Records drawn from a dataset
_ _ _

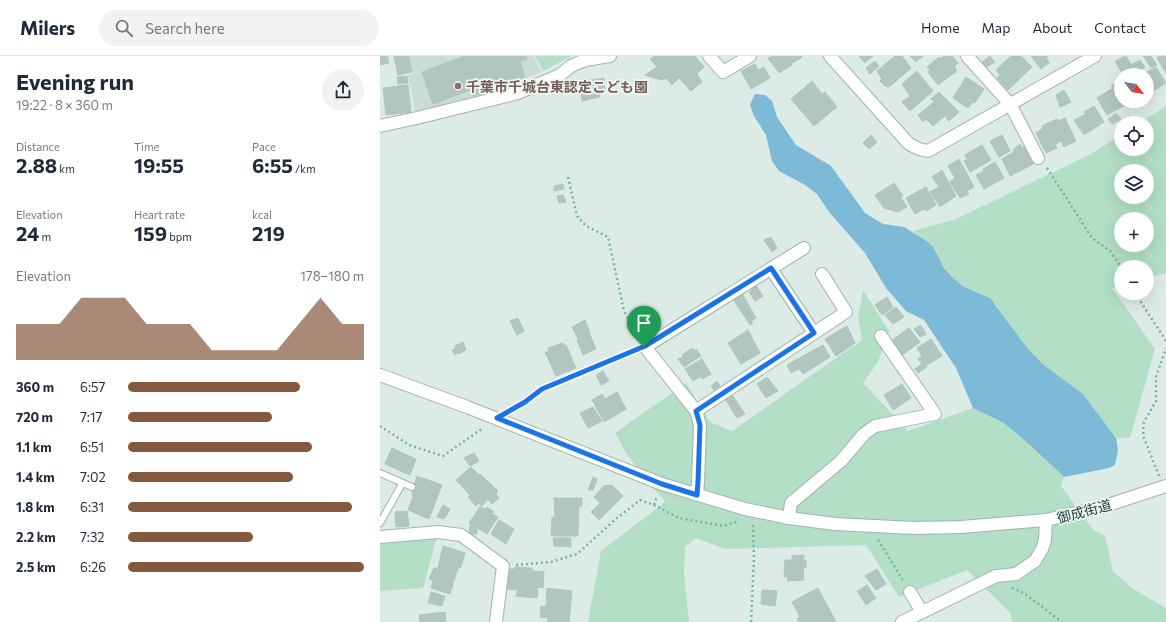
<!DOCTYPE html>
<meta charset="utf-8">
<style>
body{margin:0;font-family:Commissioner,"Noto Sans JP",sans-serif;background:#f2f2f3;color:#1f2937;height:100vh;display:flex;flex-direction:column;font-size:15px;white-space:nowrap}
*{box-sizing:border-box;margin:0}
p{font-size:13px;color:#747a83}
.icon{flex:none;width:22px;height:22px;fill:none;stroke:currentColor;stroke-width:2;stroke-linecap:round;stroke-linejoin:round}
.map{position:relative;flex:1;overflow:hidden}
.sheet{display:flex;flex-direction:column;background:#fff;width:380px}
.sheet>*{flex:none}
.needle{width:26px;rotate:121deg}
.tools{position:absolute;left:734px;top:12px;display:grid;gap:8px}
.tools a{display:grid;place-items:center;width:40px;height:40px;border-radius:50%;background:#fff;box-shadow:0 4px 16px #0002;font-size:20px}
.pin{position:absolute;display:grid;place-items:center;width:34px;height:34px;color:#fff;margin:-41px -17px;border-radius:50% 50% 50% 0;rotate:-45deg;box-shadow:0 0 4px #0007}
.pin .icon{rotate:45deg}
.round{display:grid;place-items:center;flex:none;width:42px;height:42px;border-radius:21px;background:#f2f2f3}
.headline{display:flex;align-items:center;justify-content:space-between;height:68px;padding:0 16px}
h1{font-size:22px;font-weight:700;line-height:30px}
.stats{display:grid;grid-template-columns:repeat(3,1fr);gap:6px;height:68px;padding:4px 16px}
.stats div{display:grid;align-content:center}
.stats b{font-size:20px;font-weight:700}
.stats small{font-size:11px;font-weight:400}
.stats p{font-size:11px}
.chart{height:112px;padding:8px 16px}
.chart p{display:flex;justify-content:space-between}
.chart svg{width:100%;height:72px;margin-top:4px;fill:#84593e;opacity:.7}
ul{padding:0 16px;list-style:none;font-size:13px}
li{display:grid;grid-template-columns:64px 48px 1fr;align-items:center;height:30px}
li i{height:10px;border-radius:5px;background:#84593e}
header{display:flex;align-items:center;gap:24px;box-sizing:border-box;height:56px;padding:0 20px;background:#fff;border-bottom:1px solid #e0e1e3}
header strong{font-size:19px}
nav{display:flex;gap:22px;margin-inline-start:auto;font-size:14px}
.search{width:280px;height:36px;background:#f2f2f3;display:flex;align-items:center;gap:10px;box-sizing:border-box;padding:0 14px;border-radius:22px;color:#747a83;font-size:15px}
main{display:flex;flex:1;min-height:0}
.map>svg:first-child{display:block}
.built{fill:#cbdbd6}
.green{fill:#b2dfc6;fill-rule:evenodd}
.water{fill:#7dbad8}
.building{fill:#b2c6c1;stroke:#afc5c0}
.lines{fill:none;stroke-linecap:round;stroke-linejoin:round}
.service-casing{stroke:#a0b3af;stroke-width:8}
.minor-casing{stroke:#a0b3af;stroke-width:14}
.tertiary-casing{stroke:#a0b3af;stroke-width:14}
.path{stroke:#79b3ab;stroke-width:2.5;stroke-dasharray:2 3;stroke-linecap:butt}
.service{stroke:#fff;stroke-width:6}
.minor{stroke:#fff;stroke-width:12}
.tertiary{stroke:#fff;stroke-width:12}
.route-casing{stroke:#fff;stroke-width:8}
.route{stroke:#1a73e8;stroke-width:5}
.education-dot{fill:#8d6e63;stroke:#edf7f4;stroke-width:1.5}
.labels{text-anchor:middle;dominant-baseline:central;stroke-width:3.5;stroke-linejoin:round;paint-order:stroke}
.education-label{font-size:14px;font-weight:bold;fill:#785e54;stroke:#edf7f4;text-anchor:start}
.street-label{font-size:14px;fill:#1d3c39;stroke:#edf7f4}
</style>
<header>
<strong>Milers</strong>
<div class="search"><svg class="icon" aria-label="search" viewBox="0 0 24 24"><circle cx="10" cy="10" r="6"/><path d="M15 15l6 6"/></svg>Search here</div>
<nav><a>Home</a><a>Map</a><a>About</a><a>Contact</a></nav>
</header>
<main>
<section class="sheet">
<div class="headline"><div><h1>Evening run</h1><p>19:22 · 8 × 360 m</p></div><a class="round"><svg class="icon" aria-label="share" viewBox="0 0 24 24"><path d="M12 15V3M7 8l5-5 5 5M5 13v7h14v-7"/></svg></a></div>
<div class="stats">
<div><p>Distance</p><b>2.88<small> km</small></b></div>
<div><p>Time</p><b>19:55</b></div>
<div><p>Pace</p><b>6:55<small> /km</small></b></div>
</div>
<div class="stats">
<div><p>Elevation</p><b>24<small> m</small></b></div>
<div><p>Heart rate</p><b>159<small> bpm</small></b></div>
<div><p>kcal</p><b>219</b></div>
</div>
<div class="chart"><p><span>Elevation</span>178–180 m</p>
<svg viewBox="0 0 160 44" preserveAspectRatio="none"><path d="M0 44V22L10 22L20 22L30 6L40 6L50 6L60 22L70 22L80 22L90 38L100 38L110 38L120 38L130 22L140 6L150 22L160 22V44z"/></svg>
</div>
<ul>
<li><b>360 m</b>6:57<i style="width:73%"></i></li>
<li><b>720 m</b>7:17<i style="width:61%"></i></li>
<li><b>1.1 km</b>6:51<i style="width:78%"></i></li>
<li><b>1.4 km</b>7:02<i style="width:70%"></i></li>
<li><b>1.8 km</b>6:31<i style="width:95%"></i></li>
<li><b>2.2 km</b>7:32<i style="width:53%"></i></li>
<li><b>2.5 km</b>6:26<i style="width:100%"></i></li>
</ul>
</section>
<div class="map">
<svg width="786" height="566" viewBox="0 0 786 566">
<rect width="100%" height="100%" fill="#ddebe7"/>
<polygon class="built" points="30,0 153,0 162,16 99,40 36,58 28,19 33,17"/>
<g class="green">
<polygon points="155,0 192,0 163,15"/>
<path d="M 786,50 L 786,217 L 767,222 L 767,211 L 741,211 L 741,229 L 732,232 L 775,293 L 750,382 L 736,382 L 703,338 L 664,309 L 648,293 L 615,248 L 584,231 L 574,223 L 539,180 L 533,175 L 576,163 L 711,98 L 741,79 L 741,93 L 767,93 L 767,67 L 759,67 ZM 741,115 L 767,115 L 767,141 L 741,141 ZM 741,163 L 767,163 L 767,189 L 741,189 Z"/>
<polygon points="483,234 509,275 498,306 483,327 528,375 593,352 624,367 651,390 684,421 681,430 714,475 725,479 733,515 752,532 786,552 786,566 633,566 630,557 587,514 519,541 486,489 345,493 316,482 305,491 304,518 309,566 208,566 221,495 285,446 248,400 235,377 306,327 330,366 352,375 482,284 478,261"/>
<polygon points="57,481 43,532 0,535 0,484"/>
</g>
<polygon class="water" points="375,38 385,39 392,45 397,61 416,89 451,110 485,157 503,168 524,171 548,186 553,191 564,212 574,223 584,231 610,242 648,293 664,309 703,338 736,382 738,394 735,409 729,412 684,421 651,390 624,367 593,352 576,312 544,264 526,255 506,232 485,197 449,156 437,138 425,129 399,115 392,105 386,79 374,60 370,49"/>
<g class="building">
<polygon points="7,0 9,7 0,9 0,1"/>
<polygon points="14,0 29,0 32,16 18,19"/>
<polygon points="85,0 146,0 147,3 140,5 145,21 93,40 91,34 53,48 42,16"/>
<polygon points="274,0 315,0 324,11 317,18 322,26 311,35 299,22 292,29 286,22 282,24 265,19 277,11 270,3"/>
<polygon points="393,0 421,0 422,1 411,8 412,9 399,17 388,2"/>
<polygon points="479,0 493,0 485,7"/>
<polygon points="515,0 522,0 531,12 509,31 505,30 500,25 502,23 497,15"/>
<polygon points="530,0 543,0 536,6"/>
<polygon points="564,0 572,0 578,7 574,10 577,15 558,29 548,16 550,14 547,11 559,1 560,3"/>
<polygon points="610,0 615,6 607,11 602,6"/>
<polygon points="631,0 641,0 652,11 628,34 617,22 620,19 616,14"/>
<polygon points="651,0 668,0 666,2 669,7 661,13"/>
<polygon points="746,0 751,9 760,4 765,11 753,19 743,19 735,5"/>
<polygon points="763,0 771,0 777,9 771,12"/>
<polygon points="780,0 786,0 786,17 777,2"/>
<polygon points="495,5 499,10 490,18 486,12"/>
<polygon points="375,8 378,14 384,11 390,22 371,33 361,15"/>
<polygon points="776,11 786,27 767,39 767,19 762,19"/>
<polygon points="537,15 553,35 530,55 522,46 530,40 522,28"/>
<polygon points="27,20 28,27 18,28 17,21"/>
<polygon points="586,21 604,33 595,47 593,46 588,52 573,42"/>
<polygon points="224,22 225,36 219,37 220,41 202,45 200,26"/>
<polygon points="432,25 442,38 445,36 457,51 434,70 411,43"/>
<polygon points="737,26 738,29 741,27 741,45 752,45 727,59 717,42 733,32 731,30"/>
<polygon points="28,29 31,56 6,59 3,32"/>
<polygon points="684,34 691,46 680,51 676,39"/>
<polygon points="559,36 579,56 569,65 565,60 553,70 546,63 543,66 538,59 554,46 551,43"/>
<polygon points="714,50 724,66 704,79 694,64 706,58 704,56"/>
<polygon points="736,57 741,63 732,68 728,63"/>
<polygon points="685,62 696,85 684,91 681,85 675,89 677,92 666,97 656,77 663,72 662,70 677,63 678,65"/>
<polygon points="491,79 497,86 489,93 483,87"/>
<polygon points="622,79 630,95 619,101 610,85"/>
<polygon points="640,88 642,92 647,88 657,106 630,120 622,103 634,96 633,94"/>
<polygon points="602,89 611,104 590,116 584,105 587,103 585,99"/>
<polygon points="579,103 594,131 587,135 589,138 580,142 570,126 575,122 568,110"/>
<polygon points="615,106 624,122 604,133 596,119 604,115 603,113"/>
<polygon points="562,114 576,140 560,151 550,136 559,131 552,121"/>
<polygon points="514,127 523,140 521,142 527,151 518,156 504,152 495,139"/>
<polygon points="183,128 184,133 174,135 174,130"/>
<polygon points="546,131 556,149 546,155 544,153 535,158 526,142"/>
<polygon points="183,139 186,146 179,147 177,140"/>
<polygon points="391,181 397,192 392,196 384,184"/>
<polygon points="375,228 383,240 375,245 369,236 372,234 371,232"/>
<polygon points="362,237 376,262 371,265 373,267 370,269 353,243"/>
<polygon points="507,241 513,251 502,259 495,249"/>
<polygon points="516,251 524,261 513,268 505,259"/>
<polygon points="138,262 144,275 137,279 130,265"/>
<polygon points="205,264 210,278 198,283 192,271"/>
<polygon points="541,269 546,278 540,281 534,273"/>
<polygon points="467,270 475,287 456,300 445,283"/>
<polygon points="529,272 540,286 522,299 511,285"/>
<polygon points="368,274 380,297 361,308 348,287"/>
<polygon points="210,279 216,293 203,299 197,284"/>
<polygon points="551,283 562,300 547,309 544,305 541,307 538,303 542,300 537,292"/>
<polygon points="83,286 86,294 79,298 79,296 75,299 72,294 76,292 75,290"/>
<polygon points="183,287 183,289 186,289 196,312 176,320 165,296 169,296 168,292"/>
<polygon points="443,289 450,301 423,318 419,313 411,317 407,309"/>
<polygon points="312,292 314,294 316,293 321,300 304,311 298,303 303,301 302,299"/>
<polygon points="322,303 331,318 322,323 321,320 313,325 305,313"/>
<polygon points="544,306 547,311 538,317 535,313"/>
<polygon points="223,315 229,325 221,329 216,319"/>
<polygon points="387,321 398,335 386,342 377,328"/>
<polygon points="337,325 340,330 334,334 331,330"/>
<polygon points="522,328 531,342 513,354 504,339"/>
<polygon points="237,336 246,353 224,366 212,344 222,338 225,343"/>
<polygon points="353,340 365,358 357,362 345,343"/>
<polygon points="213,351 222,365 208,372 200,357"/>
<polygon points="12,392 36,403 30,419 5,408"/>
<polygon points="94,397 99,405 90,410 84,402"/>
<polygon points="91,411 99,419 100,418 118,435 116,438 119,442 112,448 108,443 102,450 98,447 96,450 88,441 90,439 76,424"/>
<polygon points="37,420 62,429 49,463 28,454 33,440 32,437"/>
<polygon points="213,421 217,423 213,434 208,434"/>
<polygon points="230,429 233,430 243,440 219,464 211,456 220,447 214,441 224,430"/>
<polygon points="174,442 202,442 202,450 199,450 198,480 171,480 172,461 175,462"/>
<polygon points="63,449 70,453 64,463 57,461"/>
<polygon points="100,451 106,453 107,451 114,456 112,458 118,461 107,478 89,467"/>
<polygon points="27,455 29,470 16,471 15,456"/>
<polygon points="119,464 134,473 126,488 111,478"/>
<polygon points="90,469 97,473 97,478 89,478"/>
<polygon points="173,482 191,482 191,491 174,490"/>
<polygon points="63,490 85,497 81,511 78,512 70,538 51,532 53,524 49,523 54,512 58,512"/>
<polygon points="424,499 423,504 426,504 426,512 423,511 424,524 408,525 407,520 404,521 405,504 412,504 412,500"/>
<polygon points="135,511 152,512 152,515 164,516 163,532 158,531 157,542 136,540 138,534 127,533 129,513 135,513"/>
<polygon points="497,513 506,528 496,534 485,520"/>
<polygon points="487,529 496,542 486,549 477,535"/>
<polygon points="167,532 192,535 189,566 167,566 168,562 160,561 161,550 166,551"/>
<polygon points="438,532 456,566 419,566 417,563 420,561 412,546"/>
<polygon points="382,534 397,535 395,550 381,548"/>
<polygon points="51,536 65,540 62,550 48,547"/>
<polygon points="65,556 66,566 40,566 39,559"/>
</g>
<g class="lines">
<g class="service-casing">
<g id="service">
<polyline points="0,417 32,431"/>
<polyline points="0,467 22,428"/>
</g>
</g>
<g class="minor-casing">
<g id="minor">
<polyline points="329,0 343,16 370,0"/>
<polyline points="587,0 630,48 658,102"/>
<polyline points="0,70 37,62 138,37 180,19 191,10 205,4 230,0"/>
<polyline points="391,213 434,277"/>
<polyline points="316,355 466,256 442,218"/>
<polyline points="317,439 318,426 320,369 316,355 265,291 424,192"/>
<polyline points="409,462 411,447 461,405 484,378 495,370 555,358 501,280"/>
<polyline points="0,481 58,476 81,479 123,510 116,566"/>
<polyline points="530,536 542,556"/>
<polyline points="522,566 616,520 636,518 646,511 655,505 662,493 665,484 666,464"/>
</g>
</g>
<g class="tertiary-casing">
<g id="tertiary">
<polyline points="450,0 529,88 539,93 548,95 715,0"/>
<polyline points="0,319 87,351 282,428 365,453 409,462 455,468 535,472 581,471 666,464 722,451 786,430"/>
</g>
</g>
<g class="path">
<polyline points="667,112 712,182 730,195 741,211"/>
<polyline points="188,121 197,160 206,170 228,181 244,255 259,281"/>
<polyline points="755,237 786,285"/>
<polyline points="131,354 145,346 162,333 254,295"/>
<polyline points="0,370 29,389 63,400 103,372"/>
<polyline points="779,420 764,382 763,375 764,366 776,345 776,321 786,292"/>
<polyline points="274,449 277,440"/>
<polyline points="498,484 524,526"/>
<polyline points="136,509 171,506 197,498 237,462 260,444 274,449 299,462 343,470 356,466 358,463"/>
<polyline points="632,532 644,537 682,566"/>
<polyline points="371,566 374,501 373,468"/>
</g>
<use href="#service" class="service"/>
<use href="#minor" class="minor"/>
<use href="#tertiary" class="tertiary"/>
</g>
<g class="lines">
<g class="route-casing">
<polygon id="route" points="391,212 434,277 316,355 320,369 318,426 317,439 282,428 117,362 145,346 162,333 265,290"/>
</g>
<use href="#route" class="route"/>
</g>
<circle class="education-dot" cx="78" cy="30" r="4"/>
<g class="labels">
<g class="education-label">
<text x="86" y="30">千葉市千城台東認定こども園</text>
</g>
<g class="street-label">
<text transform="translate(704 455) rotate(-15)">御成街道</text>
</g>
</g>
</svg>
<div class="tools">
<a><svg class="needle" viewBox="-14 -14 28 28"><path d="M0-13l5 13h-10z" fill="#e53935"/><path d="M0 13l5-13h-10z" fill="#747a83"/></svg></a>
<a><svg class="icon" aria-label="locate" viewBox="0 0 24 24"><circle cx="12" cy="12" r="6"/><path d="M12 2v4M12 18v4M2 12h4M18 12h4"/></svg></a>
<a><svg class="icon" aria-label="layers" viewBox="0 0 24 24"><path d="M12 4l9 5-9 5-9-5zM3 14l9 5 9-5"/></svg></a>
<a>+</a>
<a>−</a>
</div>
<div class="pin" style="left:264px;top:291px;background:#1e9e55"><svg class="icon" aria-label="arrive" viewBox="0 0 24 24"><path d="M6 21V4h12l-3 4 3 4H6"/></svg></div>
</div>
</main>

_ _ _

#### About this task
Once you have checked the entries above, say how many lines include the word "Elevation", and nothing beyond the number.

#### Solution to the problem
2